Try it
Your answer should be the lines below from the one with "transform-origin:4px; border-radius:4px; background:#8eb3d3" to the one with "2px #7e7a9b) drop-shadow(0", both included, given again exactly and with nothing added.

Input for this task

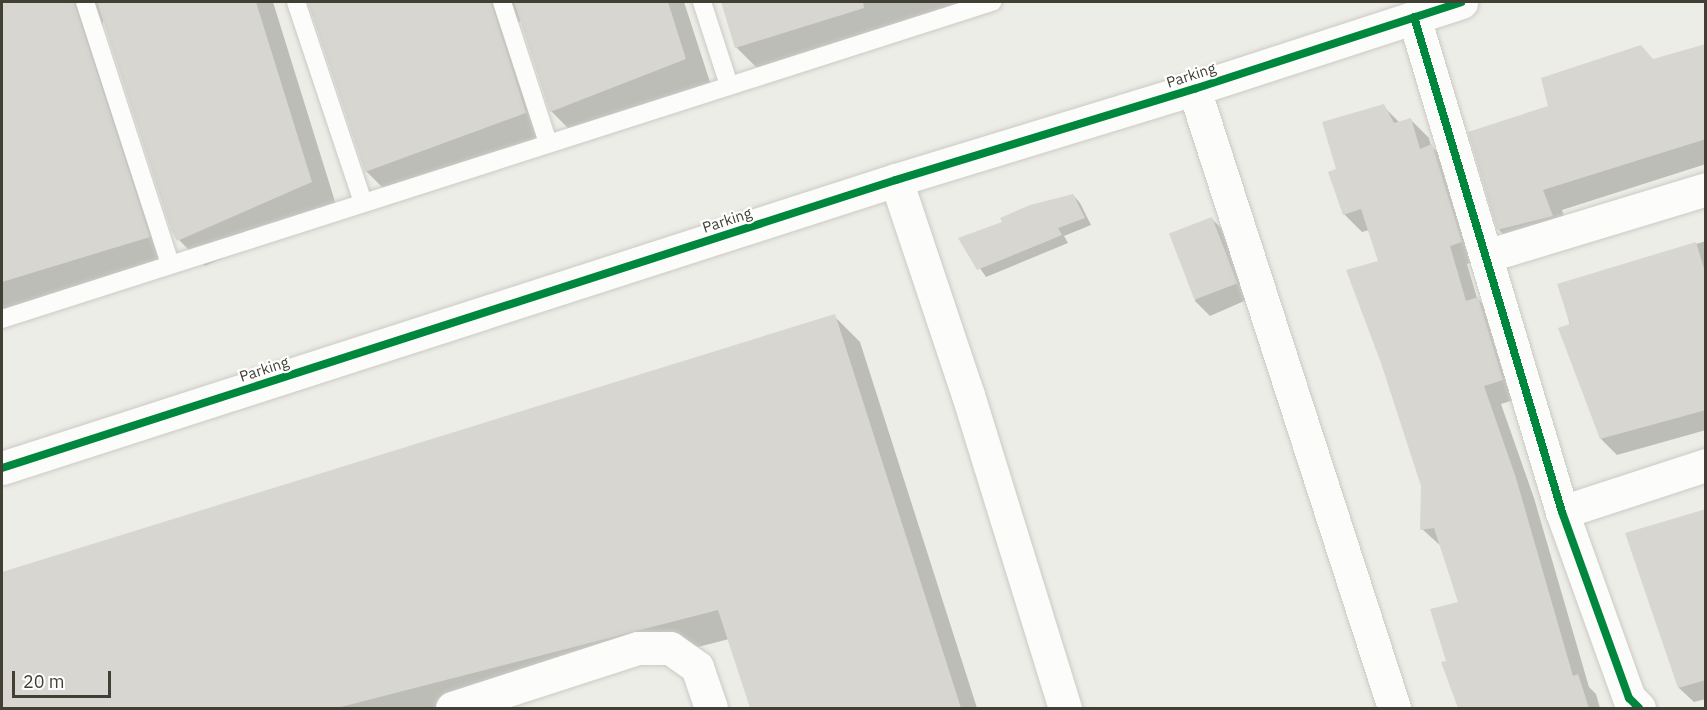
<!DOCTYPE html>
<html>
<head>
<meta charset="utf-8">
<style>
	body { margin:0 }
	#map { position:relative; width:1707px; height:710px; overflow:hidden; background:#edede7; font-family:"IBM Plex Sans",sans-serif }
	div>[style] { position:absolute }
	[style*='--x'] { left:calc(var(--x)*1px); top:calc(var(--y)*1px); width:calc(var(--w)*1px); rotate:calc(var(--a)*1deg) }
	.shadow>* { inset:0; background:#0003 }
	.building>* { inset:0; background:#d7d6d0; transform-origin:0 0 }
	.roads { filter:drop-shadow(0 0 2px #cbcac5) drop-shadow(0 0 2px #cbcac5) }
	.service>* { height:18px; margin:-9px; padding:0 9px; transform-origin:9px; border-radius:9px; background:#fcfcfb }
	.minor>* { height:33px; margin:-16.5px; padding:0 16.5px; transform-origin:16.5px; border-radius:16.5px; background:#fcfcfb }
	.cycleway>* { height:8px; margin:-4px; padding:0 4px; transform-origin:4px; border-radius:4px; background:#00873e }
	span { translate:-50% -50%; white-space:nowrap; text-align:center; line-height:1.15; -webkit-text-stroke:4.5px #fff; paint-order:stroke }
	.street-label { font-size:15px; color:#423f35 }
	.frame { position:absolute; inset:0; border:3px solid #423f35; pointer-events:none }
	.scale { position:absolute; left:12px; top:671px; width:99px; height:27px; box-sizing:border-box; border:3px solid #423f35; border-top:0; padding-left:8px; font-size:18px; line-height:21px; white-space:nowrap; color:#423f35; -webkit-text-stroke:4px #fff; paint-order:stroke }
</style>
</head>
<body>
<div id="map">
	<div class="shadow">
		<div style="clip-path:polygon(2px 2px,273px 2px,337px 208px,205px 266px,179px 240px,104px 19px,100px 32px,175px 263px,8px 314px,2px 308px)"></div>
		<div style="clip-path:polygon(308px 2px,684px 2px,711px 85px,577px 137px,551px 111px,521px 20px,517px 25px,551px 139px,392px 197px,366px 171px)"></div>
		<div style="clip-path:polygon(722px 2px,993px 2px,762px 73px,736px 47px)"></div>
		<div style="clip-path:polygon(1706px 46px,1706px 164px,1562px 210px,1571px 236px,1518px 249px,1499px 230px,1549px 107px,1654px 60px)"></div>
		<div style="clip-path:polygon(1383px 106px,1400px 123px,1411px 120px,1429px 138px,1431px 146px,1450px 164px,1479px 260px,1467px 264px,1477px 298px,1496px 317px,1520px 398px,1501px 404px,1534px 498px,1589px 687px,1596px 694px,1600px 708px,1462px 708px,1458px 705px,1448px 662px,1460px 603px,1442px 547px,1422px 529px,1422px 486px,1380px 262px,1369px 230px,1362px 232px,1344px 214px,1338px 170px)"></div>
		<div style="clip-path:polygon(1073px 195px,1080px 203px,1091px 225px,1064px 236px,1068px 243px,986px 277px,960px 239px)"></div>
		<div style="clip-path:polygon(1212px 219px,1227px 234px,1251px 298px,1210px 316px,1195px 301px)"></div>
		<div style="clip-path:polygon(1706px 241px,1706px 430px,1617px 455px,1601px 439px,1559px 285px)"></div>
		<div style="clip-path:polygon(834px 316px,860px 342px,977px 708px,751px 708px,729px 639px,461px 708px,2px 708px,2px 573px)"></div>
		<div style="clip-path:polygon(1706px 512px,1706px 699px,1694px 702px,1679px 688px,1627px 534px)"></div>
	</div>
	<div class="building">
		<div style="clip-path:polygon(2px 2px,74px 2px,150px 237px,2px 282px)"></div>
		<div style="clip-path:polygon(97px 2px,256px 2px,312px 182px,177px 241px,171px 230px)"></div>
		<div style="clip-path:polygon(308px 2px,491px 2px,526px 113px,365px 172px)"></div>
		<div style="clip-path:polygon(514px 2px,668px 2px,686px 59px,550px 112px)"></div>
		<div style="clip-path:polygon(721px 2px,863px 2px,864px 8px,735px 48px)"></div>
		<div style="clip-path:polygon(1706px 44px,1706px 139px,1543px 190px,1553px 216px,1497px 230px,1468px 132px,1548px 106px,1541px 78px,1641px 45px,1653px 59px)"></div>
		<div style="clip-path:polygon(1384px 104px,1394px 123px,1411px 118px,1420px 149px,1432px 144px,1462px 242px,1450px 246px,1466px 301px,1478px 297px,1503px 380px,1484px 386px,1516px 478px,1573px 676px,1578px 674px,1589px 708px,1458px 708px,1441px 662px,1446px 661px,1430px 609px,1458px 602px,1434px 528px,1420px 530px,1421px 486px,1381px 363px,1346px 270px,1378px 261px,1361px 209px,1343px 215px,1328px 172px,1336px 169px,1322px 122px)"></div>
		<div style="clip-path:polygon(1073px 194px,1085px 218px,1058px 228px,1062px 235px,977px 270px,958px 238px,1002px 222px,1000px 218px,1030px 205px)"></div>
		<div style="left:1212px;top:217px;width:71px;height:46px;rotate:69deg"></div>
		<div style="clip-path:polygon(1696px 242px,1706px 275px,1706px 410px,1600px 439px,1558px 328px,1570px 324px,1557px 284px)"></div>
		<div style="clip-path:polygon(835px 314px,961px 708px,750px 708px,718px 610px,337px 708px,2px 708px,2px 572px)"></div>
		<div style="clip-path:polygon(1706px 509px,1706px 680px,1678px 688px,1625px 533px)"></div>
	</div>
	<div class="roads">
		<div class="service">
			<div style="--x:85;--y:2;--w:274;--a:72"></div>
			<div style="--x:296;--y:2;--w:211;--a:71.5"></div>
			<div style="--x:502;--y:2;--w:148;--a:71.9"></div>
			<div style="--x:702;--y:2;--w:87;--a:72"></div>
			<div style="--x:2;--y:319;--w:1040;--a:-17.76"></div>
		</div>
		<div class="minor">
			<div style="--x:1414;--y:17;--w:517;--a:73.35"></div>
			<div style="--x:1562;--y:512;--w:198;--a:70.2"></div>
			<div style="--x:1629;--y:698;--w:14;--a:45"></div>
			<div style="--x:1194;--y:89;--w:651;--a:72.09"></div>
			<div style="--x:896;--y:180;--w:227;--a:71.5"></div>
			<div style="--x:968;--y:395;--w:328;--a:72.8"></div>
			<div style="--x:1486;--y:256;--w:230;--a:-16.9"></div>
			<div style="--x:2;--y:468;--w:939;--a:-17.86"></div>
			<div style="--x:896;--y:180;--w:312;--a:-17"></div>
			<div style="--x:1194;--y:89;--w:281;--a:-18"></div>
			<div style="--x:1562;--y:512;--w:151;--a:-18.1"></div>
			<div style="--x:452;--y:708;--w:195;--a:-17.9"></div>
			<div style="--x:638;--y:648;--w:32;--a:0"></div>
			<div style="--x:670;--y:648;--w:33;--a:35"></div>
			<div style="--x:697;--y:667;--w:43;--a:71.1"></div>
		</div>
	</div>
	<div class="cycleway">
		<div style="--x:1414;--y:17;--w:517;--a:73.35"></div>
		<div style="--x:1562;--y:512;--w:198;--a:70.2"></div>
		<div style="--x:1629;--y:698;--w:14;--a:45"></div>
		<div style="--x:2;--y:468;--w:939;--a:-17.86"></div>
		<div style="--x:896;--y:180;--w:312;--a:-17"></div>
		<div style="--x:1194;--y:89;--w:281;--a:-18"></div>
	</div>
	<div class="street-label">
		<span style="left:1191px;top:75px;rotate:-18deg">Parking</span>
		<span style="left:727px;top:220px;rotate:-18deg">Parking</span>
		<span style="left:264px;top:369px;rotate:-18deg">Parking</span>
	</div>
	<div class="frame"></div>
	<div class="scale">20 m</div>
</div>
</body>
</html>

...

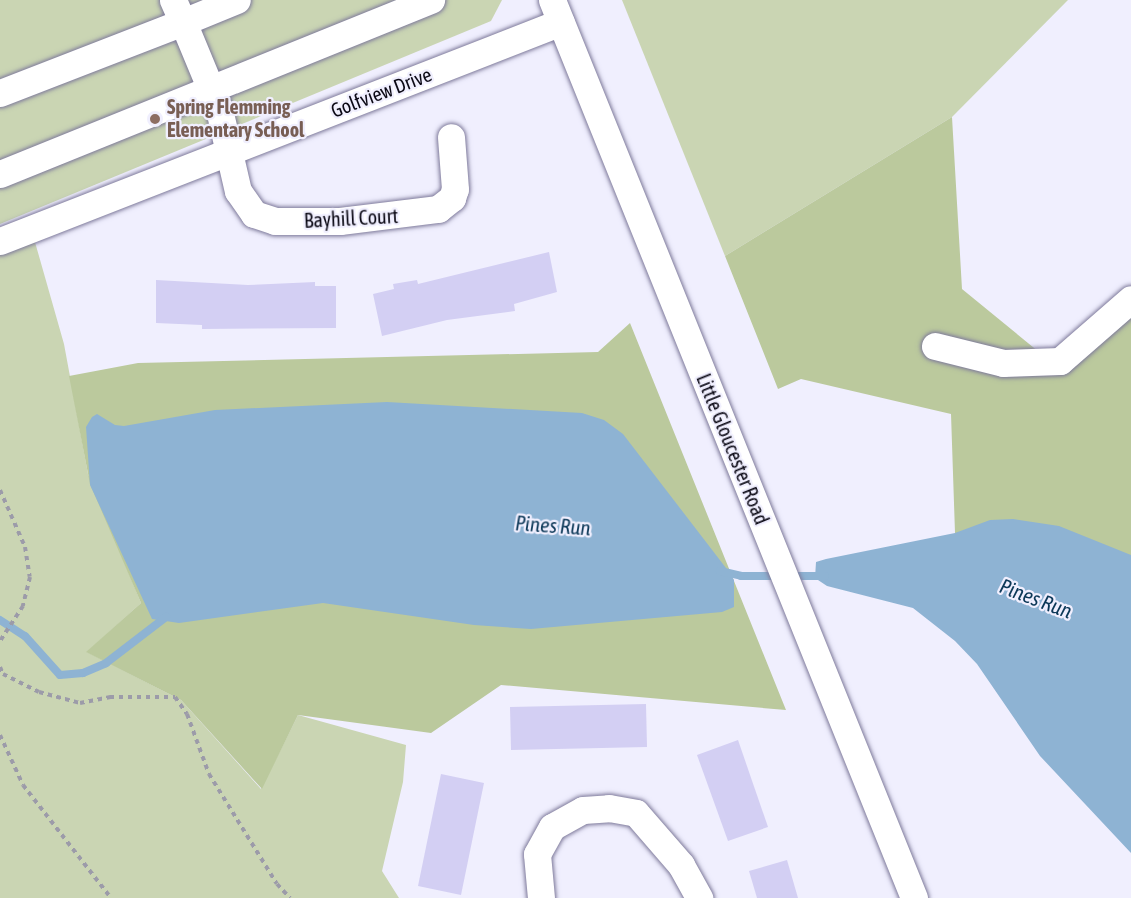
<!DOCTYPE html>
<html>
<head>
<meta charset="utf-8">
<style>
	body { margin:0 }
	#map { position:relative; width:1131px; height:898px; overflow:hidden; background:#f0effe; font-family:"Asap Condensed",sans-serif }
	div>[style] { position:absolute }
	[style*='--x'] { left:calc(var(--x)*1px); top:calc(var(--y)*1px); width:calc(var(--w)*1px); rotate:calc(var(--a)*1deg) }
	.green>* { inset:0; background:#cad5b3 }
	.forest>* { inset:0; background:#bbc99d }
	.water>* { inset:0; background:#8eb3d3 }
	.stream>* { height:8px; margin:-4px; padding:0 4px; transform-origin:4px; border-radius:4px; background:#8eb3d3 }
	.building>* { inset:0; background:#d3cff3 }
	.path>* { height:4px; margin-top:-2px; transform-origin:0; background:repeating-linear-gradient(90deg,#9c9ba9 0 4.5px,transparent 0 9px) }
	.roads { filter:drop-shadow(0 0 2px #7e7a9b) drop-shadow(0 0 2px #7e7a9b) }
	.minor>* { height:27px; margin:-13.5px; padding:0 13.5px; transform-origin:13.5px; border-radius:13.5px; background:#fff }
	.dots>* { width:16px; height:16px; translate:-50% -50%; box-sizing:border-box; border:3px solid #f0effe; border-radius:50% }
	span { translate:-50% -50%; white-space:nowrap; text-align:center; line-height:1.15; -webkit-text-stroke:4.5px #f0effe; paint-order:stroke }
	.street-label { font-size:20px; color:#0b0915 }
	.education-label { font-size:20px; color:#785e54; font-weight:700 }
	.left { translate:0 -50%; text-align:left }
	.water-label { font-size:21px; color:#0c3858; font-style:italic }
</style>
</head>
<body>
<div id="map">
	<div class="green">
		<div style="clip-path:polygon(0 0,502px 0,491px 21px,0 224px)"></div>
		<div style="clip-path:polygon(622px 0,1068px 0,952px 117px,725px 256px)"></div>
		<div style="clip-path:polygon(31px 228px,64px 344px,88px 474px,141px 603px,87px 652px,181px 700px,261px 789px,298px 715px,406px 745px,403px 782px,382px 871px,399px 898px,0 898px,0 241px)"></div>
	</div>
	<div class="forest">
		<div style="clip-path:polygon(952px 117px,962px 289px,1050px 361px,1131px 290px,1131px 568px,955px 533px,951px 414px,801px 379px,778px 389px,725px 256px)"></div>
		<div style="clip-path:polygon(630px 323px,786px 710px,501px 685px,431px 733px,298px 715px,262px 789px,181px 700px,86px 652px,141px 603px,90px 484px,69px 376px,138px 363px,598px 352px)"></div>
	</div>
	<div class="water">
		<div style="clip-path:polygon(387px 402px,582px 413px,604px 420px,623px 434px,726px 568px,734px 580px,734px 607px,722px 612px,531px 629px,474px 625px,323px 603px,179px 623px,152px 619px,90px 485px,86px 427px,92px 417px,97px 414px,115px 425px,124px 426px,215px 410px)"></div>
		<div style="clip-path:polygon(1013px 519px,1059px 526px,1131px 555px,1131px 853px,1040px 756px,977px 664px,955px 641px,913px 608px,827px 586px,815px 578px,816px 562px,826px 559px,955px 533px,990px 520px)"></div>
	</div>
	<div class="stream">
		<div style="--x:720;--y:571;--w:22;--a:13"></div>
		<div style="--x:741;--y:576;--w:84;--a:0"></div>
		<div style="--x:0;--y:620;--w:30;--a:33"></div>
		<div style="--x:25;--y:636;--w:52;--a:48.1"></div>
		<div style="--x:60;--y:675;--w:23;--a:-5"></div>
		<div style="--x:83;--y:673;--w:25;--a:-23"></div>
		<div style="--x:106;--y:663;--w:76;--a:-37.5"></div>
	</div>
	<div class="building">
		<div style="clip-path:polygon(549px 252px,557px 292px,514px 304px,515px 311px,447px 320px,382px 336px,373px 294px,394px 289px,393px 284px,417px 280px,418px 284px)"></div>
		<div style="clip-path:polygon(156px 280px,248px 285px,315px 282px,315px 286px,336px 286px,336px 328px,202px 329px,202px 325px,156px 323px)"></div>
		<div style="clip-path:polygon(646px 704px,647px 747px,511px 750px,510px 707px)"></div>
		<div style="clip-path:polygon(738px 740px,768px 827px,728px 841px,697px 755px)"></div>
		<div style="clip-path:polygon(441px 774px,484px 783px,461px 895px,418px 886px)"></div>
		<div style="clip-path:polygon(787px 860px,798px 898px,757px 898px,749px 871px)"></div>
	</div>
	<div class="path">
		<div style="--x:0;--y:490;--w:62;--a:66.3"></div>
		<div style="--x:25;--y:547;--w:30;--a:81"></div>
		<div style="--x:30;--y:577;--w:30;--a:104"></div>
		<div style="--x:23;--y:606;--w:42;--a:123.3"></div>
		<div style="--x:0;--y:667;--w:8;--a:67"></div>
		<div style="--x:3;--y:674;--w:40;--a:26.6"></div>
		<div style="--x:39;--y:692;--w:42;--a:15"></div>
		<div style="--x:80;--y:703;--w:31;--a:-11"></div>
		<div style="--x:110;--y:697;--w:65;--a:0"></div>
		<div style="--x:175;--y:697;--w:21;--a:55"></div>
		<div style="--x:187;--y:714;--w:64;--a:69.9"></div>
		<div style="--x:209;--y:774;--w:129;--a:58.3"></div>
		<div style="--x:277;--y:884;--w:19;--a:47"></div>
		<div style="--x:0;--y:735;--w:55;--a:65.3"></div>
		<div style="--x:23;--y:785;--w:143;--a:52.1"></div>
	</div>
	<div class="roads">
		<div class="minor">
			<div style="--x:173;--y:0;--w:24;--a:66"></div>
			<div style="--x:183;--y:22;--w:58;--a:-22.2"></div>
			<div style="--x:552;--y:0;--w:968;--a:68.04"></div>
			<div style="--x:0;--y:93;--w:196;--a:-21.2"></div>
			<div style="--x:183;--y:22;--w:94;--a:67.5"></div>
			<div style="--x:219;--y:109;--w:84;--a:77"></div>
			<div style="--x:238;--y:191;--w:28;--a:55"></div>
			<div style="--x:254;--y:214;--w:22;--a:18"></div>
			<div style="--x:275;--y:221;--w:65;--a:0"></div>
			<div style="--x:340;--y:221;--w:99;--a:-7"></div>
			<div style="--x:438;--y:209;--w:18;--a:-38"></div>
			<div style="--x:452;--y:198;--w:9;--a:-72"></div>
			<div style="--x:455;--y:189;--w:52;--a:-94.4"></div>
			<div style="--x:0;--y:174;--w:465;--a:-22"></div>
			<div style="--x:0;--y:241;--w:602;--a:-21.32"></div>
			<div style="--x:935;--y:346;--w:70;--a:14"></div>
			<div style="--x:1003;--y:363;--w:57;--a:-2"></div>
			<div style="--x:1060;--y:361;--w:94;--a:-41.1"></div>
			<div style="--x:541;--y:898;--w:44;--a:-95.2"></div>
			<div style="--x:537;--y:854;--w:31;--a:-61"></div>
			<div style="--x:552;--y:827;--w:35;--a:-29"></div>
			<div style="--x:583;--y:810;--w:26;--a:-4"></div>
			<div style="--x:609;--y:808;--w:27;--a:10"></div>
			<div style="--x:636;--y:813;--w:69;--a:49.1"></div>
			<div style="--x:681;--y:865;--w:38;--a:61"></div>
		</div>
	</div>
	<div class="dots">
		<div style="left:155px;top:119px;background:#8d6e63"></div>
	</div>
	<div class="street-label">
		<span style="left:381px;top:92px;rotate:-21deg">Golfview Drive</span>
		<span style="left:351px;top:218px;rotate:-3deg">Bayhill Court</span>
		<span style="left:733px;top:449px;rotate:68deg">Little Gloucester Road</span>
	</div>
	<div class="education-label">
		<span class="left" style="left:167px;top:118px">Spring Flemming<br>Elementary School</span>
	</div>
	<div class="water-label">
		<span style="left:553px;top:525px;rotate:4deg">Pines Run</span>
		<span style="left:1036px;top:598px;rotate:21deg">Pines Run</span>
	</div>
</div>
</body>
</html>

Solved exercise
	.stream>* { height:8px; margin:-4px; padding:0 4px; transform-origin:4px; border-radius:4px; background:#8eb3d3 }
	.building>* { inset:0; background:#d3cff3 }
	.path>* { height:4px; margin-top:-2px; transform-origin:0; background:repeating-linear-gradient(90deg,#9c9ba9 0 4.5px,transparent 0 9px) }
	.roads { filter:drop-shadow(0 0 2px #7e7a9b) drop-shadow(0 0 2px #7e7a9b) }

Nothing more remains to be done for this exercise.